2018: Following the killing of Jamal Khashoggi, a Washington Post reporter, in the Saudi consulate in Istanbul, of which Turkish officials obtained audio recordings, Erdogan. It seems to pay For more distant relations between Riyadh and Washington. Where is Khashoggi’s body? … Who gave the order to kill this good soul? Unfortunately, the Saudi authorities refused to answer these questions.

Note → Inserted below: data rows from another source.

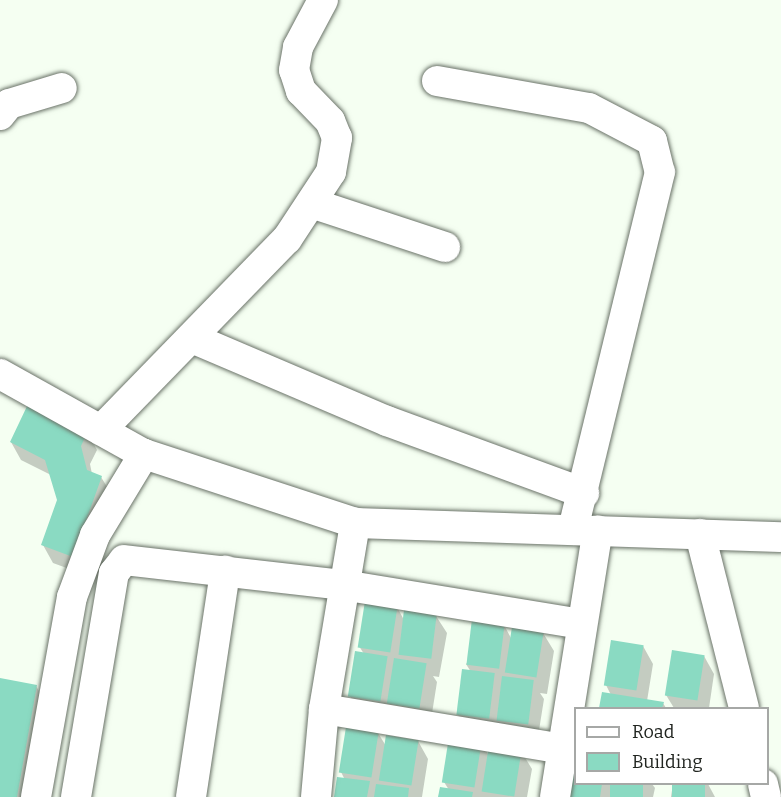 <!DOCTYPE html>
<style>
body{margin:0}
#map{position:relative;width:781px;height:797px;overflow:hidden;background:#f5fff2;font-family:Bitter,serif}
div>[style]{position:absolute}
.shadow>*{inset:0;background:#0003}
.building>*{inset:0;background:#8adac2;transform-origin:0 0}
.roads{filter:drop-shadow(0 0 2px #6a7368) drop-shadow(0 0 2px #6a7368)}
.street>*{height:30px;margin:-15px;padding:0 15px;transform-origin:15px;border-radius:15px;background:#fff}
span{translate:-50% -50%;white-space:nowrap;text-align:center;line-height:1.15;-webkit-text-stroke:4.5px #fff;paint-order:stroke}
.legend{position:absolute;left:574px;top:707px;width:195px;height:78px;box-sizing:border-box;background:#fff;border:2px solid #a6a8a6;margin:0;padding:8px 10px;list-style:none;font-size:18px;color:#212520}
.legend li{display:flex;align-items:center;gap:12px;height:30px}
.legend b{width:30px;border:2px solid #a6a8a6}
</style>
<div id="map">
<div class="shadow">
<div style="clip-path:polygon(87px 432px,97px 450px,90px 464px,92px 474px,101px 477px,112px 495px,83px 574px,53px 563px,43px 545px,59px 500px,51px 475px,21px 460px,11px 442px)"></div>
<div style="clip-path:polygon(397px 607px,404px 620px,436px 616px,447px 633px,439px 677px,433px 676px,437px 682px,430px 726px,360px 714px,350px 696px,364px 654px,359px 646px)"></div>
<div style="clip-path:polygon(504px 625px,511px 638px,543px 633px,554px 651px,547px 694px,540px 693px,544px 699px,537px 743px,467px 731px,457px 713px,471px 672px,466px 664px)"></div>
<div style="clip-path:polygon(643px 646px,653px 664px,647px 701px,663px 703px,666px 708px,601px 708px,603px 694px,611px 695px,606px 685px)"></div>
<div style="clip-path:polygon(704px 656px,714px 674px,709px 708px,674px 708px,666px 695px)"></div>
<div style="clip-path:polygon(0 679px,36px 686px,60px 726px,47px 797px,0 797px)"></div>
<div style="clip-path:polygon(378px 733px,386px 746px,418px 741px,428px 759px,422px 797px,335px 797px,345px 780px,341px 772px)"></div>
<div style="clip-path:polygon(482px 743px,489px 756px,521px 751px,532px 769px,527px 797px,440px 797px,449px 790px,444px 782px)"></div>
<div style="clip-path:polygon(576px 784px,652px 784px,655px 788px,653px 797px,568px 797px)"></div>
<div style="clip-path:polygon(673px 784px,708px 784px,715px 797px,671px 797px)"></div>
</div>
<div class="building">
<div style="clip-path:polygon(29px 402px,88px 431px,81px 446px,87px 470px,102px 476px,73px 557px,41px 545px,57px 500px,45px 460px,10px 442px)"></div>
<div style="left:365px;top:601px;width:33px;height:47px;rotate:9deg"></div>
<div style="left:404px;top:610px;width:33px;height:45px;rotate:7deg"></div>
<div style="left:472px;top:619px;width:33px;height:46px;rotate:7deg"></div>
<div style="left:512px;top:627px;width:32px;height:46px;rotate:9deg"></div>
<div style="left:611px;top:640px;width:33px;height:46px;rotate:9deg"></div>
<div style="left:672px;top:650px;width:33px;height:46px;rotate:9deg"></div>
<div style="left:355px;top:651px;width:33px;height:46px;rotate:9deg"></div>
<div style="left:394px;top:658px;width:33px;height:46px;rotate:9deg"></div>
<div style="left:462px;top:669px;width:33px;height:46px;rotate:7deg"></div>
<div style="left:502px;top:676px;width:32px;height:45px;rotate:7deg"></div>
<div style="clip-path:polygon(0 678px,37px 685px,17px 797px,0 797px)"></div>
<div style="clip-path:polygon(602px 692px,664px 702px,662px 708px,599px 708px)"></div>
<div style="left:346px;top:727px;width:33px;height:46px;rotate:9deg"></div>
<div style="left:386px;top:735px;width:33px;height:46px;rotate:9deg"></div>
<div style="left:449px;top:737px;width:33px;height:46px;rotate:9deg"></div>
<div style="left:489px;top:745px;width:33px;height:47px;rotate:9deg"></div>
<div style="clip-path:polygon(576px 757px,576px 784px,602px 784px,600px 797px,566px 797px)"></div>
<div style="clip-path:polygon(337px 777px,370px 781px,367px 797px,334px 797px)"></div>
<div style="clip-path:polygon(376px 784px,409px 788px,408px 797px,374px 797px)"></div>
<div style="left:610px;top:784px;width:33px;height:13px"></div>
<div style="left:672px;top:784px;width:33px;height:13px"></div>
<div style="clip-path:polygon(440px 787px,473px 792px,472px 797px,438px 797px)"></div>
</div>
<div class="roads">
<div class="street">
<div style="left:437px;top:81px;width:154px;rotate:10.1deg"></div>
<div style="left:589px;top:108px;width:71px;rotate:27.6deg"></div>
<div style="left:652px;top:141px;width:32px;rotate:76deg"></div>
<div style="left:660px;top:172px;width:368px;rotate:103.7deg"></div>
<div style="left:0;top:115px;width:14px;rotate:-51deg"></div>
<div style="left:9px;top:104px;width:55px;rotate:-16.8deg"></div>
<div style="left:314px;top:204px;width:138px;rotate:18.2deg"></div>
<div style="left:192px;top:338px;width:212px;rotate:23.1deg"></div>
<div style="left:387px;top:421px;width:210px;rotate:20.1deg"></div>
<div style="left:0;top:374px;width:165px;rotate:29.1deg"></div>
<div style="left:144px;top:454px;width:222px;rotate:18.1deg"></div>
<div style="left:355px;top:523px;width:426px;rotate:1.9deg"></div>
<div style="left:101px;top:430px;width:267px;rotate:-45.8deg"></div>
<div style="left:287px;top:239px;width:80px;rotate:-56.7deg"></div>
<div style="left:331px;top:172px;width:35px;rotate:-80deg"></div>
<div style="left:337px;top:138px;width:18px;rotate:-112deg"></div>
<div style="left:330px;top:121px;width:42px;rotate:-134deg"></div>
<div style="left:301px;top:91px;width:22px;rotate:-108deg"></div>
<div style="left:294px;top:70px;width:23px;rotate:-80deg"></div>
<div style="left:298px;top:47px;width:53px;rotate:-62deg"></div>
<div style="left:700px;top:534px;width:179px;rotate:75.8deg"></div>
<div style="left:324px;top:709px;width:241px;rotate:9.5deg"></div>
<div style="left:763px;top:784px;width:13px;rotate:77deg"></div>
<div style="left:36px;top:797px;width:203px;rotate:-79.8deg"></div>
<div style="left:72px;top:597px;width:66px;rotate:-69.6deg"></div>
<div style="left:95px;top:535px;width:95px;rotate:-58.8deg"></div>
<div style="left:76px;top:797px;width:227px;rotate:-80.4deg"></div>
<div style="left:114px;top:573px;width:16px;rotate:-52deg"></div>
<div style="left:124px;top:560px;width:220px;rotate:6.5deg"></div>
<div style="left:343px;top:585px;width:242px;rotate:9.3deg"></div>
<div style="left:191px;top:797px;width:229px;rotate:-81.4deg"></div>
<div style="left:316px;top:797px;width:88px;rotate:-84.8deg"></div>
<div style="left:324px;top:709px;width:189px;rotate:-80.5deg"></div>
<div style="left:555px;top:797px;width:270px;rotate:-80.9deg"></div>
</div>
</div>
<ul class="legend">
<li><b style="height:8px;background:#fff"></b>Road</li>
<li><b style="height:16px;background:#8adac2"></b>Building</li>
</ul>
</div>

2019: For the first time since the party’s formation, an AKP candidate loses the Istanbul mayoral elections. The position is held by Ekrem Imamoglu, a member of the opposition Republican People’s Party. Imamoglu, a popular mayor with presidential prospects, was sentenced to prison for “insulting public figures” in 2022, undermining his chances of standing against Erdogan in the 2023 presidential election and casting doubt on Erdogan’s willingness to allow fair elections.

In October, Turkey launched an offensive against US-allied Kurdish forces in northern Syria. The move puts NATO powers at odds over the fight against the Islamic State.

2021-2022: In the midst of the Russian war in Ukraine, Erdogan took advantage of Turkey’s status as a NATO member with ties to Russia to position himself as a mediator. In 2022, Turkey and the United Nations facilitate an agreement between Russia and Ukraine to restore commercial shipments of grain that Russia has blocked in the Black Sea, in return for easing restrictions on some Russian exports. He supports Sweden’s bid to join NATO, saying the country harbors “terrorists” hostile to Turkey’s national security.